<<<<

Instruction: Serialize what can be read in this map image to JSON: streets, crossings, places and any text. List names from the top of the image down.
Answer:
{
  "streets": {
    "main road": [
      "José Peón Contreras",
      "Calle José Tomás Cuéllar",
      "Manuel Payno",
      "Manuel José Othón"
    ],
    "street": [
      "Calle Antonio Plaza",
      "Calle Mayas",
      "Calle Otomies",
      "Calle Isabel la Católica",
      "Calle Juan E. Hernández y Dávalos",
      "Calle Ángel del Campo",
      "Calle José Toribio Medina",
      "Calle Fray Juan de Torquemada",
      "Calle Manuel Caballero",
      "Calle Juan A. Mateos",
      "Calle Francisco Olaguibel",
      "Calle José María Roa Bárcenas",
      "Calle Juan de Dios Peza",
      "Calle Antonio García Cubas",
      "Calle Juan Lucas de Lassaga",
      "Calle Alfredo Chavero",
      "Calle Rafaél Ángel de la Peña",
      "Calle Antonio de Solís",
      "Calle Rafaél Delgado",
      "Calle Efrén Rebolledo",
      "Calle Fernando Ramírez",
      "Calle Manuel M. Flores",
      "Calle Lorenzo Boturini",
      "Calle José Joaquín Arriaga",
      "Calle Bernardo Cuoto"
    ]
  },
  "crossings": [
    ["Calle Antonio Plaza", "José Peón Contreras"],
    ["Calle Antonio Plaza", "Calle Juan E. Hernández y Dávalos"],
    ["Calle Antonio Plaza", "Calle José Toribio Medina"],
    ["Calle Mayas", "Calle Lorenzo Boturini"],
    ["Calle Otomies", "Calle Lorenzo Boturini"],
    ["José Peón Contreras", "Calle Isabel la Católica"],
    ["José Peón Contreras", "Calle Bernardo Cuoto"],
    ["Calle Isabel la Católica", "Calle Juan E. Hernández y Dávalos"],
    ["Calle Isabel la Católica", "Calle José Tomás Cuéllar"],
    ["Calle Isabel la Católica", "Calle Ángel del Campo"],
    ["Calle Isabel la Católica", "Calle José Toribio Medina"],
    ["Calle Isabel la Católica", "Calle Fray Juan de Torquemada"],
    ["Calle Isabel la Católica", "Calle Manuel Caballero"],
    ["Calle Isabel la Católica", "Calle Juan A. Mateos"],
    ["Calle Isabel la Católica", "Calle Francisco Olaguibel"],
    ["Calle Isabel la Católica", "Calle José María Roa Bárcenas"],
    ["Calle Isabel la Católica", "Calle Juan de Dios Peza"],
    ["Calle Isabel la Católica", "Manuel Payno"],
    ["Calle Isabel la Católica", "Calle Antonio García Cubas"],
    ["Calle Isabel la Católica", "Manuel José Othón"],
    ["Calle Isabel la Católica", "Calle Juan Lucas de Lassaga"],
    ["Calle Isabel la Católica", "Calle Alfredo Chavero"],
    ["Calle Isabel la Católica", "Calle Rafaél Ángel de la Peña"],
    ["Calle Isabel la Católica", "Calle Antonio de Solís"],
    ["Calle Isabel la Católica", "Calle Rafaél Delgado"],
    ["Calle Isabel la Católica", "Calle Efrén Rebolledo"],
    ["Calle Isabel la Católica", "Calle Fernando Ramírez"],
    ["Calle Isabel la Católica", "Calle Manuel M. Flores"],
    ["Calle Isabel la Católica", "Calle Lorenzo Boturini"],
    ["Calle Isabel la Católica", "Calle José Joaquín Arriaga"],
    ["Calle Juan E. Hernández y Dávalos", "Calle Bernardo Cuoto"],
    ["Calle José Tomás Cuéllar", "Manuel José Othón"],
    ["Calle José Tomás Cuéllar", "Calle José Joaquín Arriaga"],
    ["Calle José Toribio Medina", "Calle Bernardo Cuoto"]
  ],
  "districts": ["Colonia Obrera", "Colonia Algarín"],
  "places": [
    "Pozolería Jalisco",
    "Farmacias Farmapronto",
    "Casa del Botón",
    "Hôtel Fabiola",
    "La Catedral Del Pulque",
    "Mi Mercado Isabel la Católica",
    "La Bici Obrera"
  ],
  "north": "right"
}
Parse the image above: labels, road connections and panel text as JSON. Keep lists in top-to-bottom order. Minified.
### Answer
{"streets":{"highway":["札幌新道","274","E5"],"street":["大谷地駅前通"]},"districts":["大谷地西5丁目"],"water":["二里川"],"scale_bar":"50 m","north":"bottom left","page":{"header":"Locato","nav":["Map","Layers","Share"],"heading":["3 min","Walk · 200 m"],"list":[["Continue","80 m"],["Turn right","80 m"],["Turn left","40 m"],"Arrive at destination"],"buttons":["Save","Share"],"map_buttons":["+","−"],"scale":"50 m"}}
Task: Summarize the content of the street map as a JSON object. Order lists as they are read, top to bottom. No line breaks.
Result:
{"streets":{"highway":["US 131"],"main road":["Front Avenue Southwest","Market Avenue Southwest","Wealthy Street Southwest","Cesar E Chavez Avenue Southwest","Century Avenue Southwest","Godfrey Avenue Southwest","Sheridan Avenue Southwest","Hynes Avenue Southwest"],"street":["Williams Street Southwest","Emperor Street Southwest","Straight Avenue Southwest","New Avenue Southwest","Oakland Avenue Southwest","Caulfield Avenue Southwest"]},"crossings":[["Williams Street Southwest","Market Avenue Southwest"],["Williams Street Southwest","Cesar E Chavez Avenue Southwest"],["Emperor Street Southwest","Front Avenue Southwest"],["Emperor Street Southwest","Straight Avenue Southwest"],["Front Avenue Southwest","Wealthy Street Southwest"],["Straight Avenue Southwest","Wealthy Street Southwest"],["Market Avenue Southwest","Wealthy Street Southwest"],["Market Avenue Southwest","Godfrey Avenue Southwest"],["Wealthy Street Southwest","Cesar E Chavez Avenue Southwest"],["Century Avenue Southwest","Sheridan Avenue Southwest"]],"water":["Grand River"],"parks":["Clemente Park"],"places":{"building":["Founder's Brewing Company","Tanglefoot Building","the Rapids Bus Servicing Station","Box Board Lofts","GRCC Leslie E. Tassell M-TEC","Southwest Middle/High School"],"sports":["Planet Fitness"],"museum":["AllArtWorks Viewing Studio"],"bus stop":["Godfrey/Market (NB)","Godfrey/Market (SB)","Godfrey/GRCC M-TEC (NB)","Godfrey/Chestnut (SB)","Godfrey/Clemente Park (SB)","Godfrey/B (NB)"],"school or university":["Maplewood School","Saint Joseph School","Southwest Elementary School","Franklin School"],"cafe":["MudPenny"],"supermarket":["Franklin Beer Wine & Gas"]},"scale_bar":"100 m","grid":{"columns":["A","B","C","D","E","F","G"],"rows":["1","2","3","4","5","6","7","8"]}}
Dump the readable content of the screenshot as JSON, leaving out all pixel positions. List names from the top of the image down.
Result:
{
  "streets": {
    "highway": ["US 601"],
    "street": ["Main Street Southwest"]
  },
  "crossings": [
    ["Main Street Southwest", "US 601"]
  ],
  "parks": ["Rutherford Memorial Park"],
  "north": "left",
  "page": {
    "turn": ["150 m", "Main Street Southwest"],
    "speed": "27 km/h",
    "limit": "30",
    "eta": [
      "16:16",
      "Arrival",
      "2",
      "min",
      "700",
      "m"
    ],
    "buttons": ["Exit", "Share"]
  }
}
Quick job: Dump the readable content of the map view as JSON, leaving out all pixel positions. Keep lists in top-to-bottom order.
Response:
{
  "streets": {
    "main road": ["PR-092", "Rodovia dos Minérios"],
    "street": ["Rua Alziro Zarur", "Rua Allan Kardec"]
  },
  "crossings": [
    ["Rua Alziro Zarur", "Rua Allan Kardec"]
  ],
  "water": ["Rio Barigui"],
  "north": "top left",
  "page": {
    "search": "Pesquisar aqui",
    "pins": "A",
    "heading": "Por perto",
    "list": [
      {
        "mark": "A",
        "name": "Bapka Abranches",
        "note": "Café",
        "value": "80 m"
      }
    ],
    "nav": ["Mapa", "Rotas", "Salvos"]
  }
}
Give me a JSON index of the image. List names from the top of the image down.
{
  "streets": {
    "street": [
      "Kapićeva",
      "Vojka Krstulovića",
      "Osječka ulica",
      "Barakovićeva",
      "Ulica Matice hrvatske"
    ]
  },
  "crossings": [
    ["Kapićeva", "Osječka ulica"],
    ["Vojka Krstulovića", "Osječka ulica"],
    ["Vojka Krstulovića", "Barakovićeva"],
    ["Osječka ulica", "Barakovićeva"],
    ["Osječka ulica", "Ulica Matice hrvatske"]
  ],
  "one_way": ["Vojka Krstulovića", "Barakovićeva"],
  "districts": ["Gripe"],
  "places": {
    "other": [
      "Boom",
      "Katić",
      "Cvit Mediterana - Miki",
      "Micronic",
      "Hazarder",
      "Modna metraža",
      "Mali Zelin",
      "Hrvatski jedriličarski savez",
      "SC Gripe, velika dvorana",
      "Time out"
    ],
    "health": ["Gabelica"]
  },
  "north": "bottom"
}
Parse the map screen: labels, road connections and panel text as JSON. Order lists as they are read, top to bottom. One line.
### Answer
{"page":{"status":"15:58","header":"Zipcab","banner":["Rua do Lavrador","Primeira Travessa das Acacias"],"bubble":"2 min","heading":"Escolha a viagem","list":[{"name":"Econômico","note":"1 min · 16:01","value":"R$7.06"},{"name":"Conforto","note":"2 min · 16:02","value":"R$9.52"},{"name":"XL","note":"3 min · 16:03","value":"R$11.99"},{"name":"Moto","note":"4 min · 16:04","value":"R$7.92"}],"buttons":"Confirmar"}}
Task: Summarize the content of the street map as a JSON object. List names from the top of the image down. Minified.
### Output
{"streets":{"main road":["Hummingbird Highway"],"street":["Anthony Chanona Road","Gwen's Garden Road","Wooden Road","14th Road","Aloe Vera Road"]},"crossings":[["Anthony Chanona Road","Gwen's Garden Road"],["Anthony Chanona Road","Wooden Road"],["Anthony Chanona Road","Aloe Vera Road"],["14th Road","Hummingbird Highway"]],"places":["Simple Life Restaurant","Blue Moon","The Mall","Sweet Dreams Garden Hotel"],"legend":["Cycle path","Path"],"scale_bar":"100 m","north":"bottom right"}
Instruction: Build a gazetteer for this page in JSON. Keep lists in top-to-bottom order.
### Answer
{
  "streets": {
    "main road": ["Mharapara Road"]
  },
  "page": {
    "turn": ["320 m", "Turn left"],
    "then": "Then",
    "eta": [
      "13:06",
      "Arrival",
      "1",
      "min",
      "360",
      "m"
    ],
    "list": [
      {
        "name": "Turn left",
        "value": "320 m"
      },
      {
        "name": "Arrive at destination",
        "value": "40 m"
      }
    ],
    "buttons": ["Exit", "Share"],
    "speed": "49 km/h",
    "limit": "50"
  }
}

>>>>

**What the task asks**
After locating the line with "Instruction: Build a", please repeat it and every line after it exactly, through the end of the data above.

**Worked solution**
Instruction: Build a gazetteer for this page in JSON. Keep lists in top-to-bottom order.
### Answer
{
  "streets": {
    "main road": ["Mharapara Road"]
  },
  "page": {
    "turn": ["320 m", "Turn left"],
    "then": "Then",
    "eta": [
      "13:06",
      "Arrival",
      "1",
      "min",
      "360",
      "m"
    ],
    "list": [
      {
        "name": "Turn left",
        "value": "320 m"
      },
      {
        "name": "Arrive at destination",
        "value": "40 m"
      }
    ],
    "buttons": ["Exit", "Share"],
    "speed": "49 km/h",
    "limit": "50"
  }
}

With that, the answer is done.